Dans ce contexte la mise en conformité par rapport aux lois environnementales peut être perçue à court terme par les dirigeants comme un coût important. C’est sans compter sur la pression des donneurs d’ordre, de la montée en puissance d’une classe moyenne d’africains plus sensible à l’écologie, des exigences internationales, d’une nouvelle génération de cadres africains soucieux de RSE et d’une contrainte de cohérence par rapport à l’entreprise qui valorise sa « citoyenneté » pour se différencier de la concurrence et ne peut donc pas rester insensible à son impact environnemental.

A moyen terme, l’internalisation des externalités négatives sera plus coûteuse qu’un respect de la réglementation environnementale à court terme. Une incitation financière de la part des autorités pour les PME peut être indispensable. Déjà confrontées à de nombreuses difficultés quotidiennes, combien de PME africaines peuvent dégager près de 15 000 euros pour une étude d’impact social et environnemental ?

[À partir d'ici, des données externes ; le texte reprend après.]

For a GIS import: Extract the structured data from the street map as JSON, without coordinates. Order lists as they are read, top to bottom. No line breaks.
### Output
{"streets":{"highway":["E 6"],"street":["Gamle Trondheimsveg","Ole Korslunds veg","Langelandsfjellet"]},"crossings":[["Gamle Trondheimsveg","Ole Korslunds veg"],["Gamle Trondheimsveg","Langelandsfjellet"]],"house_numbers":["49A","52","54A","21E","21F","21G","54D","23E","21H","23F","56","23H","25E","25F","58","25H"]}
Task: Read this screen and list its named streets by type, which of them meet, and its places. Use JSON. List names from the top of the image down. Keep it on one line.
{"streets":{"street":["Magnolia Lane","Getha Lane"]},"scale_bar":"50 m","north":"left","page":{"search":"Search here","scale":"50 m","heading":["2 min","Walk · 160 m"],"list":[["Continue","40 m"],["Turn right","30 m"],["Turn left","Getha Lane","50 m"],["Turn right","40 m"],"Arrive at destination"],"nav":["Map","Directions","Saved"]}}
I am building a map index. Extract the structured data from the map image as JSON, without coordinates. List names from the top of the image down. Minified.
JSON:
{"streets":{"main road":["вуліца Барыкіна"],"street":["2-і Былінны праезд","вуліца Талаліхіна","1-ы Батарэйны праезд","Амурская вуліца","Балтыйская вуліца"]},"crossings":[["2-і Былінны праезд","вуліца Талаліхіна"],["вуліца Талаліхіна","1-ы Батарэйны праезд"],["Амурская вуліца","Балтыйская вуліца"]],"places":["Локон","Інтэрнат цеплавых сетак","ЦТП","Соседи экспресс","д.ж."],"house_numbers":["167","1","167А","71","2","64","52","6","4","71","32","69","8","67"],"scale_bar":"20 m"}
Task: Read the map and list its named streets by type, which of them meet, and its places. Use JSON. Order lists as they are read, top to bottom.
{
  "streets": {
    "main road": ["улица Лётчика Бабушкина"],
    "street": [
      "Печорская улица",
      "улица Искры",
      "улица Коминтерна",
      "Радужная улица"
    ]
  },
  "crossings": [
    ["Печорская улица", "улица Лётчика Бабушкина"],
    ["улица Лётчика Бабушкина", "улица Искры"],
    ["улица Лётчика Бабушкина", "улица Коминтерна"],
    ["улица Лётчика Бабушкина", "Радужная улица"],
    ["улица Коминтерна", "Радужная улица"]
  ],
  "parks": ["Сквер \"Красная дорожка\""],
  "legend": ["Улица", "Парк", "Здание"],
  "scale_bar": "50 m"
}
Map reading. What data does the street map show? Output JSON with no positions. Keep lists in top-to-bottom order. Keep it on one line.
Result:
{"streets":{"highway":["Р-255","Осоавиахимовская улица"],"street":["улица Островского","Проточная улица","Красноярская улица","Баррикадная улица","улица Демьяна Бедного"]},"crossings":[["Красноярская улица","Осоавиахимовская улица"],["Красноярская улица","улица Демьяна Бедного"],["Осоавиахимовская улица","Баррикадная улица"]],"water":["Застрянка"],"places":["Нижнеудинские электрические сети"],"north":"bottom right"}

Mais en mettant d’autres lunettes, il est possible même pour les petites organisations africaines de transformer les contraintes environnementales en opportunités économiques. Dans les industries africaines, il y a un gisement important d’économie inexploitée. Pendant la formation sur la RSE des agro-industries nous présenterons quelques retours d’expériences d’entreprises qui ont pu concilier préservation de l’environnement et réduction de coût.

Ces cas sont tirés d’un important projet de l’ONUDI en Afrique du Nord (Maroc, Tunisie et Egypte) qui a mobilisé 43 industries pendant un an pour la réduction de la consommation d’eau, d’énergie et la limitation des déchets. Pour un investissement de 20 millions de dollars, ces entreprises réalisent une économie annuelle de 17 millions de dollars avec un temps de retour sur investissement inférieur à 5 mois pour la plupart.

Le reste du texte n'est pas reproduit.